More Japan-based blogs — I can’t keep up

Just tonight I received two emails from new Japan-based bloggers asking to be added to my list in the right-hand margin (to go along with another email from one of the people behind Tokyonyc (“a new yorker’s view of japan”)). So that probably means it’s a good time for one of these posts. Without further ado, here are Japan-based blogs recently added to the list:

Achikochi
American Lawyer in a Japanese Law Office
Art Brain
Bluesocks in Tokyo
esthet (previously mentioned here)
Fred
Fukuma Hair Flap
Gaijin in Tokyo
A Geek in Tokyo
Gen Kanai Weblog
Japaneze
Life in the Hohan
Mikan Moblog
Sync A World You Want To Explore
Underwhelmed and Overrated
Video-Link Japan

There’s also now a Japan Blogger’s Webring, put together by MJ of Cerebral Soup.

My RSS feeds

Recently having become a more avid user of RSS feeds to keep up not only with my favorite blogs — at least those that have RSS feeds — but also with current events, it seemed like a good time to update my feeds and the images I use to display them. With respect to the feeds, I changed my RSS 0.91 feed to an RSS 2.0 feed, which includes the entire text of each post. (The RSS 1.0 feed, which includes excerpts of each post, I have left as-is).

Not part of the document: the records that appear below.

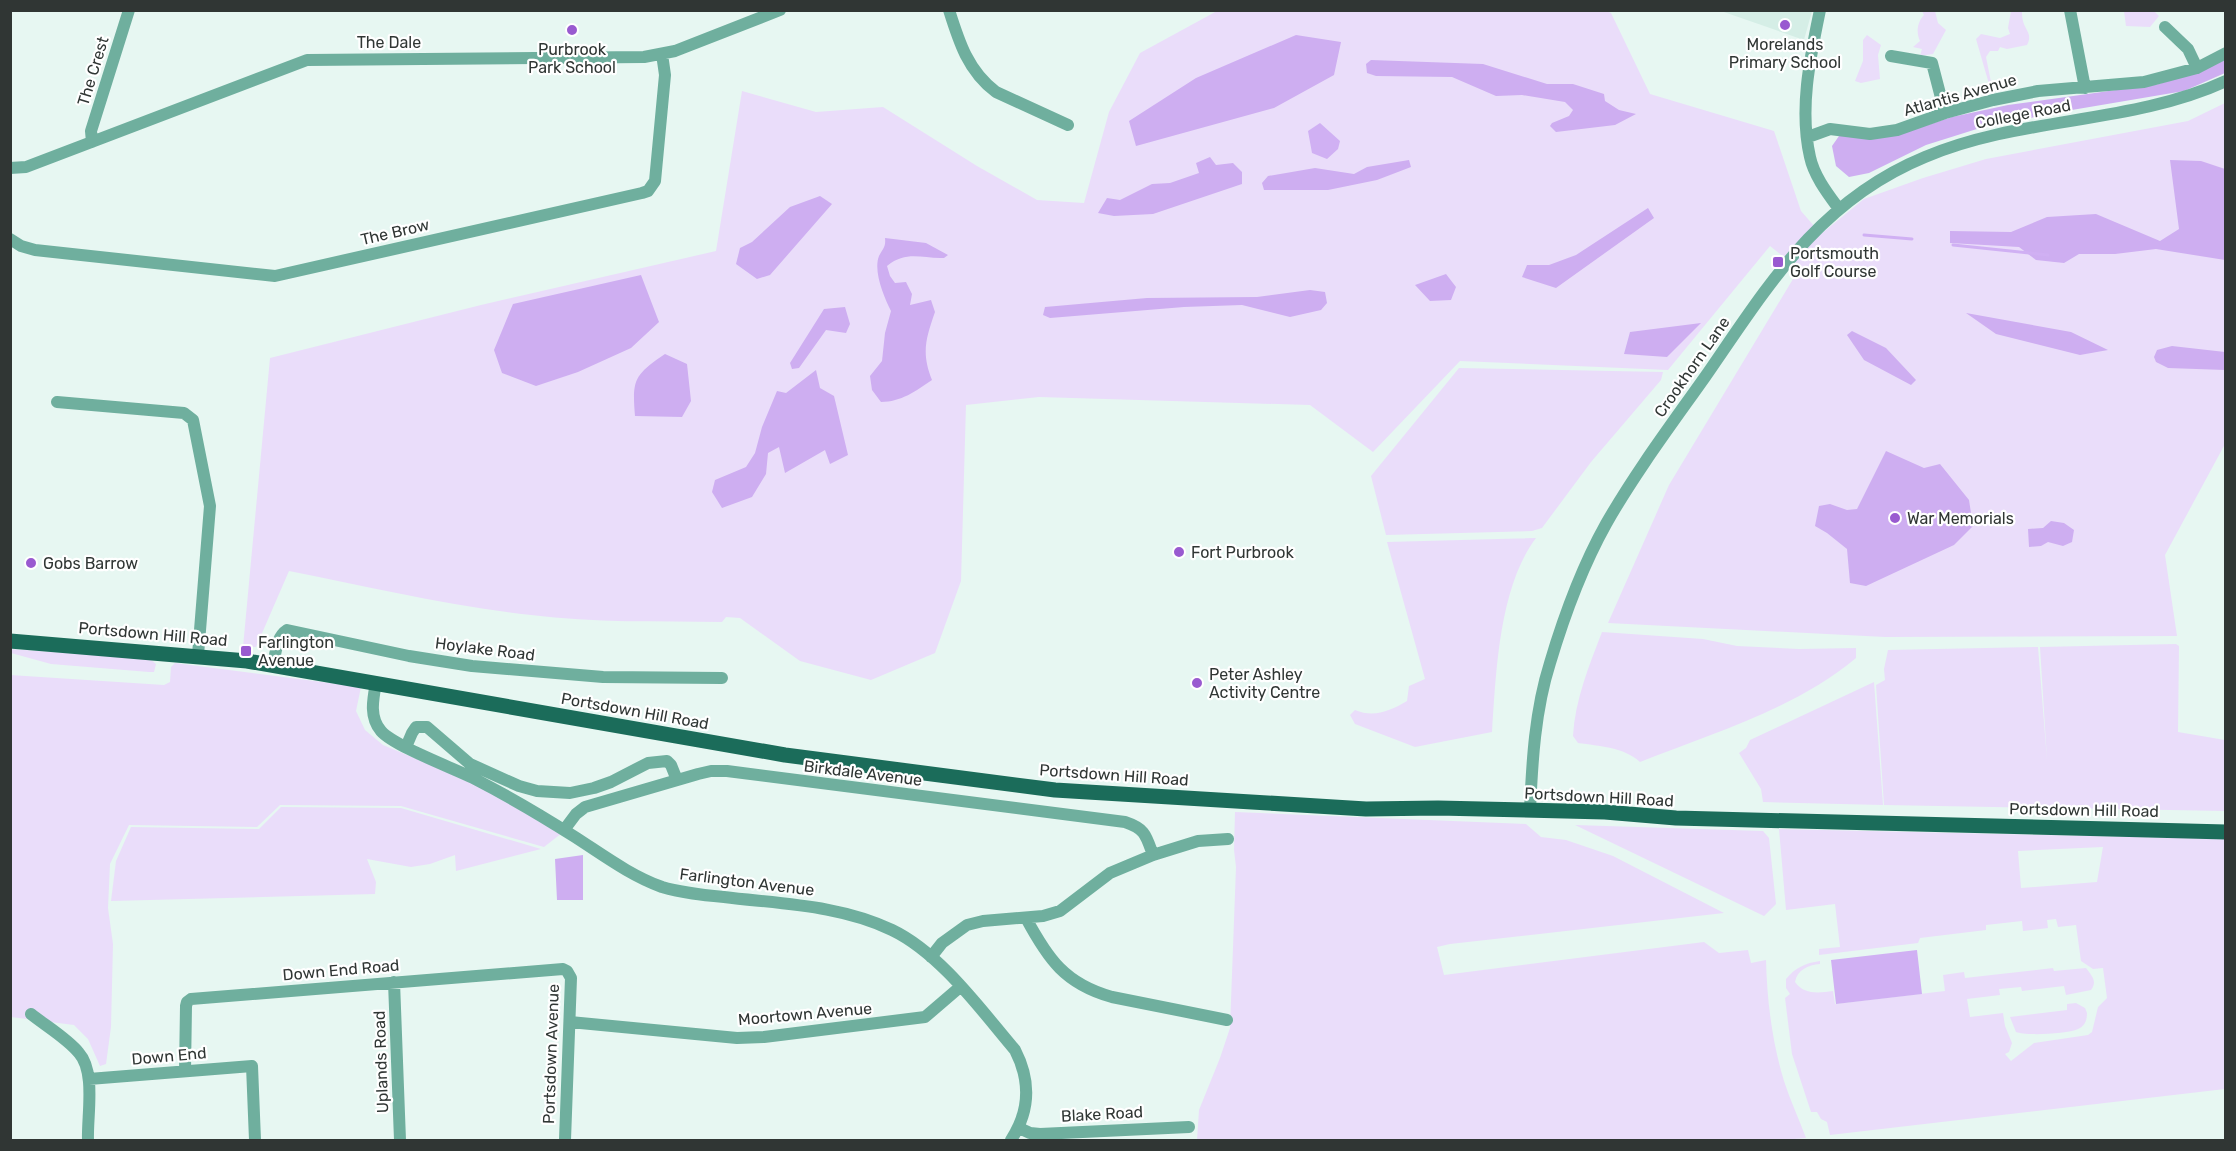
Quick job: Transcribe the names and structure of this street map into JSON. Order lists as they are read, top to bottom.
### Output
{
  "streets": {
    "main road": ["Portsdown Hill Road"],
    "street": [
      "The Dale",
      "The Crest",
      "Atlantis Avenue",
      "College Road",
      "The Brow",
      "Crookhorn Lane",
      "Hoylake Road",
      "Birkdale Avenue",
      "Farlington Avenue",
      "Down End Road",
      "Moortown Avenue",
      "Portsdown Avenue",
      "Down End",
      "Uplands Road",
      "Blake Road"
    ]
  },
  "crossings": [
    ["The Dale", "The Crest"],
    ["The Dale", "The Brow"],
    ["College Road", "Crookhorn Lane"],
    ["Crookhorn Lane", "Portsdown Hill Road"],
    ["Portsdown Hill Road", "Hoylake Road"],
    ["Portsdown Hill Road", "Farlington Avenue"],
    ["Birkdale Avenue", "Farlington Avenue"],
    ["Farlington Avenue", "Moortown Avenue"],
    ["Farlington Avenue", "Blake Road"],
    ["Down End Road", "Portsdown Avenue"],
    ["Down End Road", "Down End"],
    ["Down End Road", "Uplands Road"],
    ["Moortown Avenue", "Portsdown Avenue"]
  ],
  "places": {
    "other": [
      "Morelands Primary School",
      "Purbrook Park School",
      "War Memorials",
      "Fort Purbrook",
      "Gobs Barrow",
      "Peter Ashley Activity Centre"
    ],
    "transit": ["Portsmouth Golf Course", "Farlington Avenue"]
  }
}
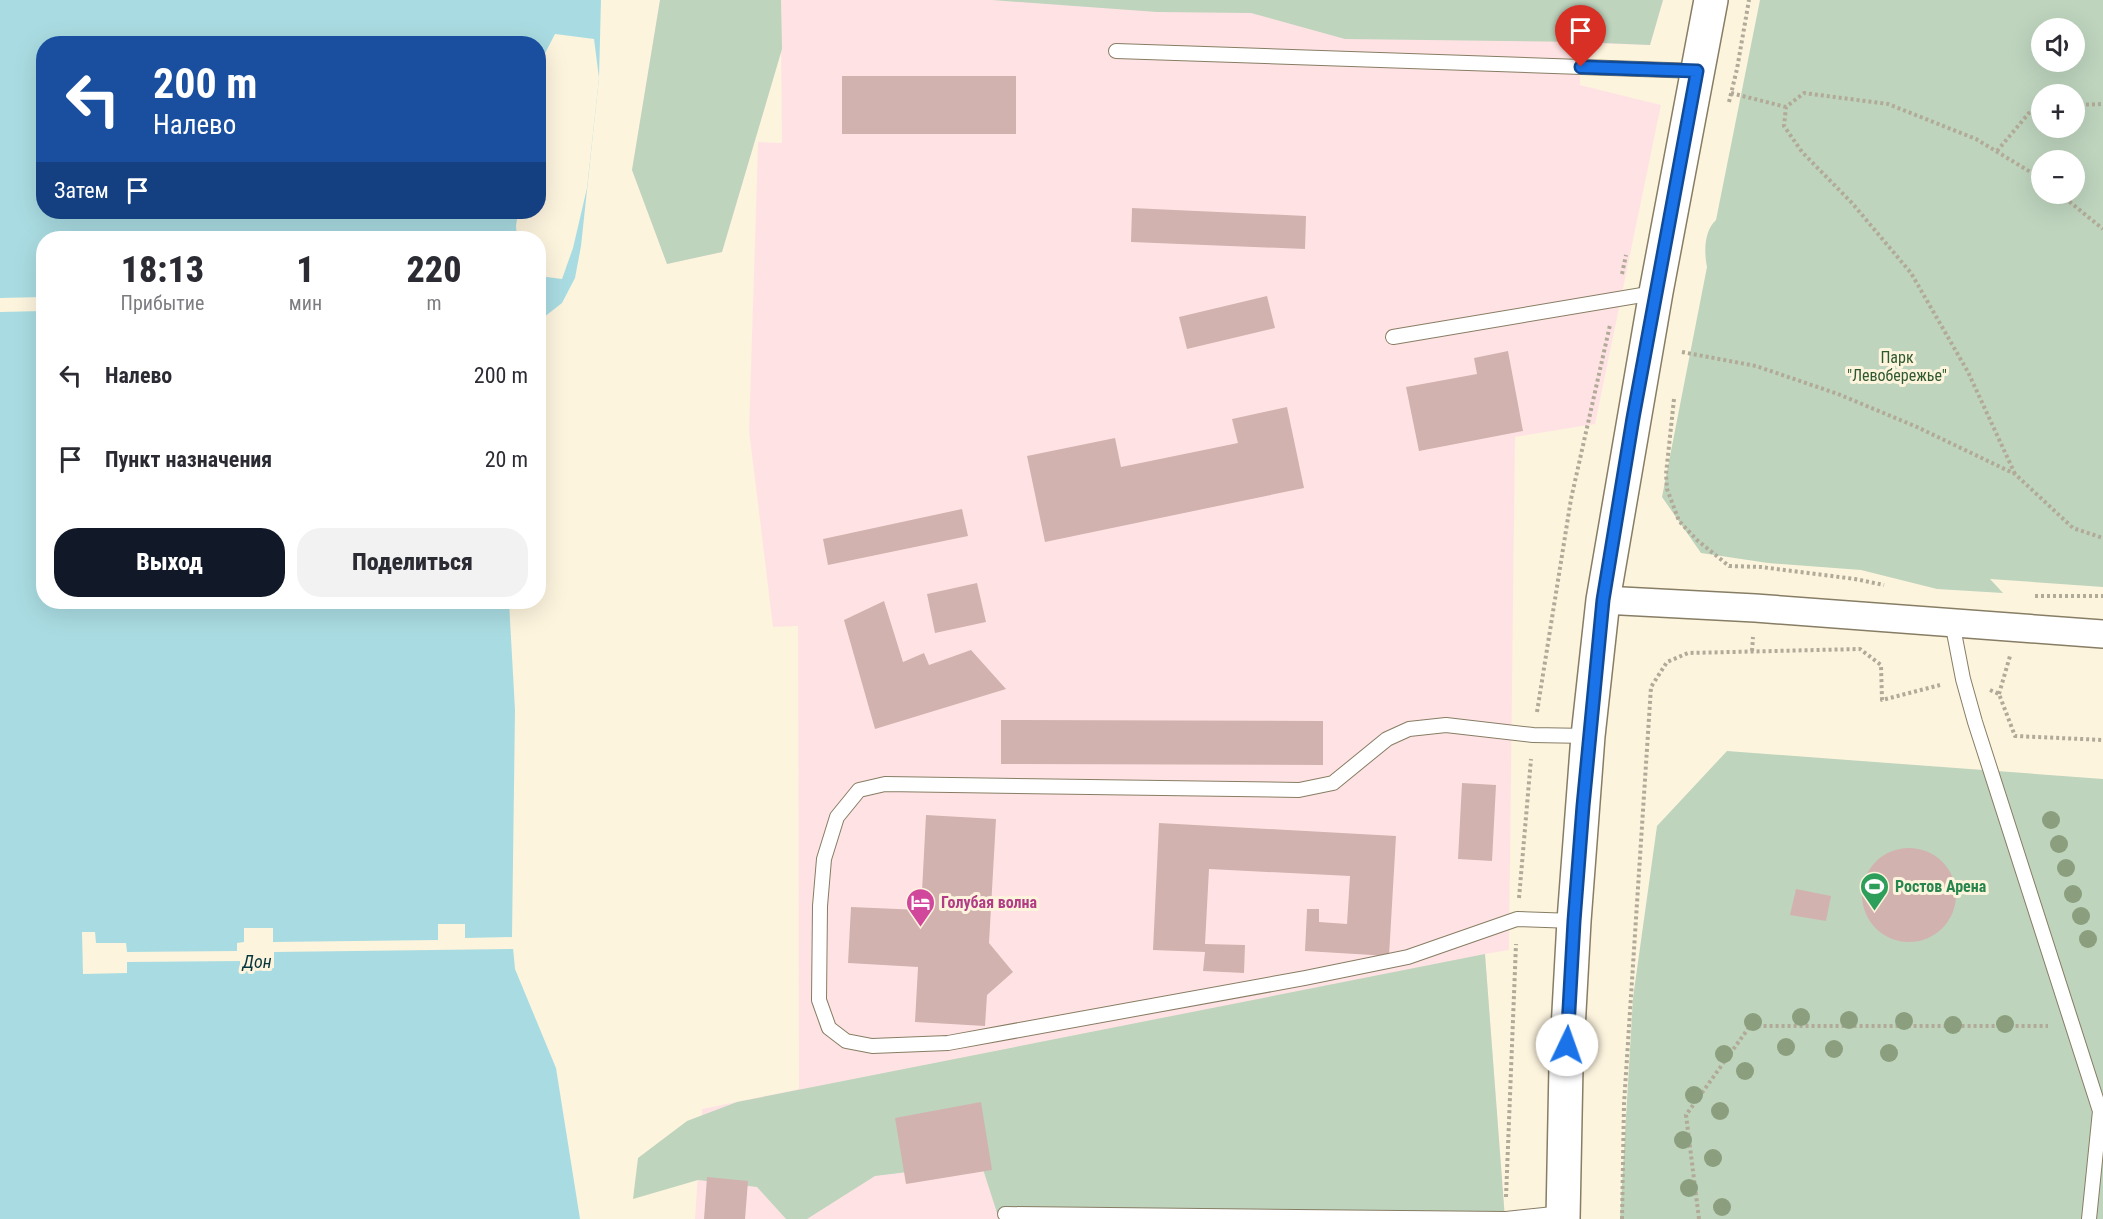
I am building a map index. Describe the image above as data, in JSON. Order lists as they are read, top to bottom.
{
  "water": ["Дон"],
  "parks": ["Парк \"Левобережье\""],
  "places": {
    "sports": ["Ростов Арена"],
    "hotel": ["Голубая волна"]
  },
  "page": {
    "map_buttons": ["+", "−"],
    "turn": ["200 m", "Налево"],
    "then": "Затем",
    "eta": [
      "18:13",
      "Прибытие",
      "1",
      "мин",
      "220",
      "m"
    ],
    "list": [
      {
        "name": "Налево",
        "value": "200 m"
      },
      {
        "name": "Пункт назначения",
        "value": "20 m"
      }
    ],
    "buttons": ["Выход", "Поделиться"]
  }
}
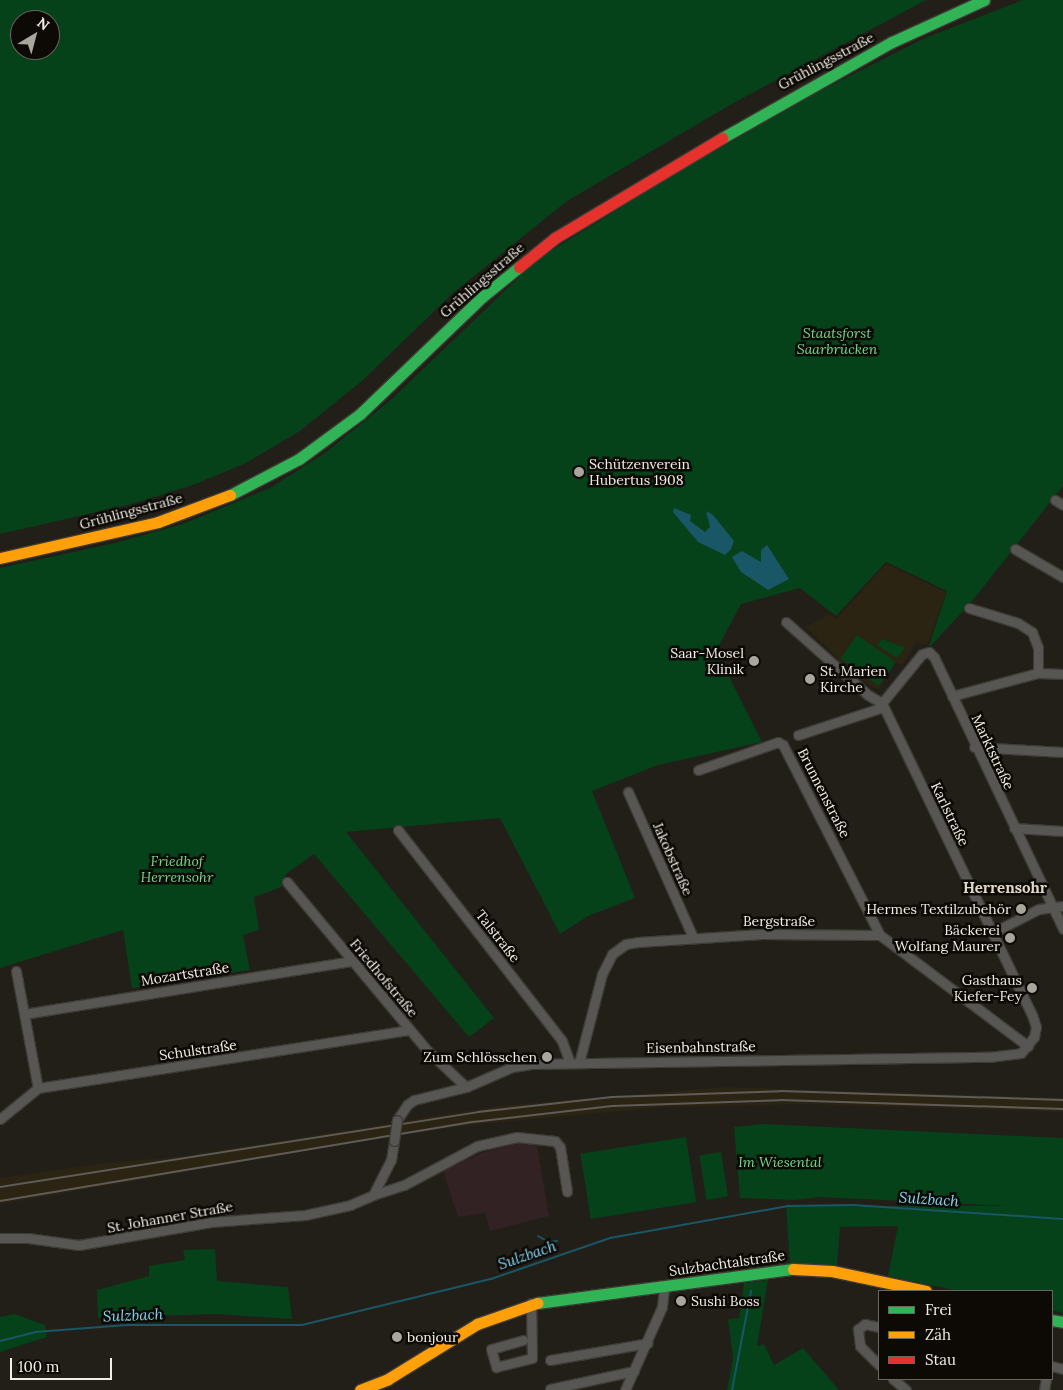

If the above makes no sense to you, this article is a good place to start. This Mark Pilgrim article might also help (stick to page 1). If you’re interested in reading feeds via a news reader (or “aggregator”), this list by Haiko Hebig has links to a bunch of different options (for the record, I’m using NewzCrawler).

I’ve gone back and forth about news feeds and whether or not this is how I want to read the sites that I like to read. However, recently, as time for blog-reading (not to mention blog-writing) has decreased substantially, I’ve found that by using a news reader, I can keep up with the sites I’m interested in much more efficiently. There was recently an interesting exchange of comments at Ken Loo’s World about people who use news readers possibly being “skimmers.” Naturally the RSS reader allows me to “skim” at a quicker pace, but I wouldn’t agree with the implied notion that somehow I’m affording myself a less-qualitative reading experience, or that somehow RSS is better-suited for link-and-run sites like Instapundit. The fact of the matter is that regardless of whether I’m viewing sites via an RSS reader or my web browser, I do a lot of skimming. The RSS feeds simply allow my to skim faster, so that when I come across those articles that I deem are worth reading, I actually have more time to linger and ponder and reflect, and sometimes comment.

Back to house-cleaning, I also added .gif buttons denoting these feeds, which are variations on buttons created by Jeremy Hedley of Antipixel. A while back Jeremy implored his readers to “steal his buttons,” and I’ve more or less done that, changing them slightly. Thanks Jeremy!